しかし、久しぶりの陽気に誘われて出かけました。
会場は驚くべき暗さです。その中にガラスケースに入れられた茶碗がぼんやりと浮かび上がっています。
次第に目が慣れてきたのか暗さはだんだん気にならなく茶碗が良く見えてきました。
長次郎の茶碗がなんと14碗も・・・こんなに沢山長次郎の茶碗を一気に見たのは初めてです。感激!
長次郎、2代常慶くらいまでは黒も赤も小ぶりで、かせた感じです。内側は散々使われたと感じられる茶浸みで変色しています。きっと利休様もこのお茶碗でお茶を頂かれたことでしょう・・ロマンを感じます。
3代の道入から光沢あるものや、シンプルな山形のような模様の付いたものが現れます。
「青山」という銘の黒楽は美しく、新品のようでした。道入の茶碗も10碗でています。
常慶や道入に指導を受けた本阿弥光悦の茶碗も6碗。
以後各代の方の作品がずらっと・・模様のあるもの、ヘギメを付けたもの、印をたくさん表面に押したもの、貫入のあるものなど、また、赤楽でも薄い赤、濃い赤と微妙に色が違います。
11代慶入の茶碗「潮干」は見込みに小さな貝を貼り付けた白楽です。遊び心を感じます。
14代覚入の赤楽平茶碗「紗衣」は緑色も入った幾何学模様のある美しい茶碗です。
最後に当代吉左衛門の焼貫のずっしりとした岩のようなごつい茶碗が30点以上も展示されていました。
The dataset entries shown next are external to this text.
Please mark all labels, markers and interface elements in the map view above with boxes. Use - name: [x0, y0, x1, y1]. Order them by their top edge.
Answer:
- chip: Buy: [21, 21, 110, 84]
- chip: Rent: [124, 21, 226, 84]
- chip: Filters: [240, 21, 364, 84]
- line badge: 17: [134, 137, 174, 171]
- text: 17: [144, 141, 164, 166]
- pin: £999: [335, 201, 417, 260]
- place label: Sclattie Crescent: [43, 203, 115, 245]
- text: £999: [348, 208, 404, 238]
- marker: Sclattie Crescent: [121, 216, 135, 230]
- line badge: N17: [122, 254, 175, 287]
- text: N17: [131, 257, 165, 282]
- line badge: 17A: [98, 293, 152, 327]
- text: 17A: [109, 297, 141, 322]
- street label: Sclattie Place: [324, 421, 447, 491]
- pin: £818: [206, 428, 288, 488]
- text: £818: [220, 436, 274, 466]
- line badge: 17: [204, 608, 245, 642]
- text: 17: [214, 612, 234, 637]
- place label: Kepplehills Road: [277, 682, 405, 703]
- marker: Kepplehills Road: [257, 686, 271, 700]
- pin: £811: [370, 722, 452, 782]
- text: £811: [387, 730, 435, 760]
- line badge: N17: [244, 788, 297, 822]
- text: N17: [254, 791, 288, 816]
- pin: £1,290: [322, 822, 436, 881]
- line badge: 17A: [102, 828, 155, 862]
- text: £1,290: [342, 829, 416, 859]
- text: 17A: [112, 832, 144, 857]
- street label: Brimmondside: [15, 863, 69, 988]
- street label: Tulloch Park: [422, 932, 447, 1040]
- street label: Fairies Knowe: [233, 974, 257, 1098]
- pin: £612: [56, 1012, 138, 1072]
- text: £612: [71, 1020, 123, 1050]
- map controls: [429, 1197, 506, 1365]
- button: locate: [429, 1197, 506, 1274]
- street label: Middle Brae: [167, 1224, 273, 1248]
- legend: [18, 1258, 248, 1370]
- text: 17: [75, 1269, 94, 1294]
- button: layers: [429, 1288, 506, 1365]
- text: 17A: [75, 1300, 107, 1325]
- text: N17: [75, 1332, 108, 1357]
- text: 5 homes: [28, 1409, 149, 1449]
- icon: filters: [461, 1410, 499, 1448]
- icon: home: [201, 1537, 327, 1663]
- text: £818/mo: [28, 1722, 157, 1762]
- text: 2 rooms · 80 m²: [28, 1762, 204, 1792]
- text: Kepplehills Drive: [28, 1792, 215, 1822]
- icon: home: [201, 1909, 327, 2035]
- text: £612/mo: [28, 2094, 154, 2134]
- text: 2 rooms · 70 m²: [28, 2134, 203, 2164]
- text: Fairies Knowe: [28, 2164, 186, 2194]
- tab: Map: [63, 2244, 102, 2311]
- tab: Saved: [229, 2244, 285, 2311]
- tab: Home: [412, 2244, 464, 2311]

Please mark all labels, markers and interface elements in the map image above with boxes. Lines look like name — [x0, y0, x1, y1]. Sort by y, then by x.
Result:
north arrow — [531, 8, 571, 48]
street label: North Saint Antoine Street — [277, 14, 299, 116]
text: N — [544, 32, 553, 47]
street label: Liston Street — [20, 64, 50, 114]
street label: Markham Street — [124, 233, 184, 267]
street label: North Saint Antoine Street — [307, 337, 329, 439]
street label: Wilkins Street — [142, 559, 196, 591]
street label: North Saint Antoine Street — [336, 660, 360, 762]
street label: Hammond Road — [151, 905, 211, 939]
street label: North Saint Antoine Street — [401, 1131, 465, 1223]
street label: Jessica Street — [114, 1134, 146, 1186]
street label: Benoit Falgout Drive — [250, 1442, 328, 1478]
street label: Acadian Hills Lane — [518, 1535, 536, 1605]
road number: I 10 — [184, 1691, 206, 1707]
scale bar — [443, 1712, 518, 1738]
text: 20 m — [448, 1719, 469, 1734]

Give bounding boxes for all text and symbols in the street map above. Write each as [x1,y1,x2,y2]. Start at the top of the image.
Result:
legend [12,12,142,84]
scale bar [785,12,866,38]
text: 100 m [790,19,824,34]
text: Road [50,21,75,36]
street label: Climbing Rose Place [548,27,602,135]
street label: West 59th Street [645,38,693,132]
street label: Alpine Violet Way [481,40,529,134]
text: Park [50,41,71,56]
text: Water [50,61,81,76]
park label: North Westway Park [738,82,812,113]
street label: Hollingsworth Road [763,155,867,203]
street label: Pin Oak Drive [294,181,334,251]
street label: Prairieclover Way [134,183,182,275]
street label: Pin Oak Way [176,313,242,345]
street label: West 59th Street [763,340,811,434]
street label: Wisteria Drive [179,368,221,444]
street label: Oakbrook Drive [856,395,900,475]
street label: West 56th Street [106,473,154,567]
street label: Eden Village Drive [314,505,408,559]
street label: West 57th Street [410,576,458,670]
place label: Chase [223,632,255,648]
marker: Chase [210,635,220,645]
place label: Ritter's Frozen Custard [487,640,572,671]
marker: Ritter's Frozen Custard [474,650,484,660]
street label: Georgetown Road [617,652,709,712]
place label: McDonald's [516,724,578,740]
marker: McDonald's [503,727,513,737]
同じく焼貫の水指や茶入れもありました。
焼貫の水指・茶碗・茶入れを揃えて設える展示もありましたが、結構調和がとれて斬新な道具組になっていました。
茶碗の銘は漢詩からとった四文字のものが多く、これも今までになかった趣向です。焼貫の物は「用の美」でなく芸術作品。
「私が生きている間に、これほどの展覧会は二度とできない」と15代楽吉左衛門氏が書かれているよう、今回の展覧会は見事でした。